● ASSIGNMENT
Return the lines of the data below in which the string "State" occurs.

Dataset entries
((

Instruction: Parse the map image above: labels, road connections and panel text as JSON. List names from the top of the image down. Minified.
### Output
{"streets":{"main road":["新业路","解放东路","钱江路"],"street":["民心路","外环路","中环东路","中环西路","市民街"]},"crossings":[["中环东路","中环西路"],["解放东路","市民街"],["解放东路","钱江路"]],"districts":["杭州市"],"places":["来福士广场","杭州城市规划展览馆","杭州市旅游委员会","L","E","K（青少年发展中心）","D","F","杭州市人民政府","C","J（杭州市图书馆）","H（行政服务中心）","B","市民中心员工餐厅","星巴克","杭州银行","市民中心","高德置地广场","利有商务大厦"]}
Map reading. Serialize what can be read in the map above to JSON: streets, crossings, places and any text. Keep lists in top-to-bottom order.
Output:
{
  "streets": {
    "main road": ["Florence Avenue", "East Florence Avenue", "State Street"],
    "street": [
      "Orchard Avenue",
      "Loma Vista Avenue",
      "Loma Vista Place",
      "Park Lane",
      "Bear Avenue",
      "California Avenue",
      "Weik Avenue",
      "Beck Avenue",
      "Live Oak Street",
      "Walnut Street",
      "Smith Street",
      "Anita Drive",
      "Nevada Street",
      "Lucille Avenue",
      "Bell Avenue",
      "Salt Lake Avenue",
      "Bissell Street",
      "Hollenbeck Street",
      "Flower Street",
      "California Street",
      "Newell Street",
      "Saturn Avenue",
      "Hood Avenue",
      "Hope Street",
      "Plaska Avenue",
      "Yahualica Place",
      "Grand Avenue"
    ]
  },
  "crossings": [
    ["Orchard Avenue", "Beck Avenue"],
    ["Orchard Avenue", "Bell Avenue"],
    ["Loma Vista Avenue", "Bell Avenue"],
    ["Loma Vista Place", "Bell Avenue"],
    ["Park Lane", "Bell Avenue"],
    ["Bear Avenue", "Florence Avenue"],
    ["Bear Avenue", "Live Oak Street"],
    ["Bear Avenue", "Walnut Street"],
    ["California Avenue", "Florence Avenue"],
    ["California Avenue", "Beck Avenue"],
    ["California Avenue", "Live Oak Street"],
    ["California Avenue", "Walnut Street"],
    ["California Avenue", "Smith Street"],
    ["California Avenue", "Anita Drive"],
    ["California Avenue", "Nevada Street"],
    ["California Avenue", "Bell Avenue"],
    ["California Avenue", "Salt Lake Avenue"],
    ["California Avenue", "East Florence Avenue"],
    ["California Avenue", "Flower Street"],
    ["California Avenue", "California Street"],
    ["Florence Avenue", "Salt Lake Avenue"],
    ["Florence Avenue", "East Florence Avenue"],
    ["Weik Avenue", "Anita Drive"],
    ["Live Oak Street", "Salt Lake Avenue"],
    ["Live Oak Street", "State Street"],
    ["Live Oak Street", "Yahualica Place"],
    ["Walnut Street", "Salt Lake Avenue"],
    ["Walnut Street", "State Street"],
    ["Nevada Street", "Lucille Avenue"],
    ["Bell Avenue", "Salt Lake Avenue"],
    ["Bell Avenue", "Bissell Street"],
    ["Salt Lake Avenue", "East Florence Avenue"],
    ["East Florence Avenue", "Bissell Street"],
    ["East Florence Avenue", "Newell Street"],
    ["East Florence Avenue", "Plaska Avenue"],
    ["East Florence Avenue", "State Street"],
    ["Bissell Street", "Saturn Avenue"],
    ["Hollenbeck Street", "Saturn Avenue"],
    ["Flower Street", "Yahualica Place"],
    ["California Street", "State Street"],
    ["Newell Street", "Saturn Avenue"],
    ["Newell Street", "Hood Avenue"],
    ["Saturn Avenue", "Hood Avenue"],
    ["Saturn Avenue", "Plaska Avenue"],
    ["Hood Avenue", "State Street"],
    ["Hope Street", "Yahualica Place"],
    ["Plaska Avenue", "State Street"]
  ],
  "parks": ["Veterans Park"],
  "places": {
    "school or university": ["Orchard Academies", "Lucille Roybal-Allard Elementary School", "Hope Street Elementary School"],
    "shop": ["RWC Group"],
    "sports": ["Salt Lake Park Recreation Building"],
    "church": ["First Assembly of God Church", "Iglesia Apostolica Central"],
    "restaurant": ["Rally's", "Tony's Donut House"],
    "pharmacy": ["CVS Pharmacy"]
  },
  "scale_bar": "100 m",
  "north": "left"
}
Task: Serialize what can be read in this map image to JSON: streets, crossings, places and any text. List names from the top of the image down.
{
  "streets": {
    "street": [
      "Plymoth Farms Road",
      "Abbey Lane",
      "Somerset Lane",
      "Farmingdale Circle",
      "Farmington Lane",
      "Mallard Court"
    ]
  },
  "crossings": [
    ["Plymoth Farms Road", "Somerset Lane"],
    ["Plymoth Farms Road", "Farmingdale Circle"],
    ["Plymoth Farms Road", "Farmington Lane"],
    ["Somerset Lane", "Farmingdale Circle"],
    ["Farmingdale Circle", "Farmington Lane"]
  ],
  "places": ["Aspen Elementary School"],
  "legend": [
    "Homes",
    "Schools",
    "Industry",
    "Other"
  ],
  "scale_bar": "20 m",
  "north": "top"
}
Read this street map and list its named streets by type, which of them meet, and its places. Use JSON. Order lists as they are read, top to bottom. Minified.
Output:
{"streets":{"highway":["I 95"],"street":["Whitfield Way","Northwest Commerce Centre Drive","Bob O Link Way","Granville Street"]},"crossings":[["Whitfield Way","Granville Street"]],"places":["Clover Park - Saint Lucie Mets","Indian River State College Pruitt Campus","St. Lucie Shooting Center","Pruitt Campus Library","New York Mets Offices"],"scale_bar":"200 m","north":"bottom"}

))

● RESPONSE FOR THIS EXERCISE
    "main road": ["Florence Avenue", "East Florence Avenue", "State Street"],
    ["Live Oak Street", "State Street"],
    ["Walnut Street", "State Street"],
    ["East Florence Avenue", "State Street"],
    ["California Street", "State Street"],
    ["Hood Avenue", "State Street"],
    ["Plaska Avenue", "State Street"]
{"streets":{"highway":["I 95"],"street":["Whitfield Way","Northwest Commerce Centre Drive","Bob O Link Way","Granville Street"]},"crossings":[["Whitfield Way","Granville Street"]],"places":["Clover Park - Saint Lucie Mets","Indian River State College Pruitt Campus","St. Lucie Shooting Center","Pruitt Campus Library","New York Mets Offices"],"scale_bar":"200 m","north":"bottom"}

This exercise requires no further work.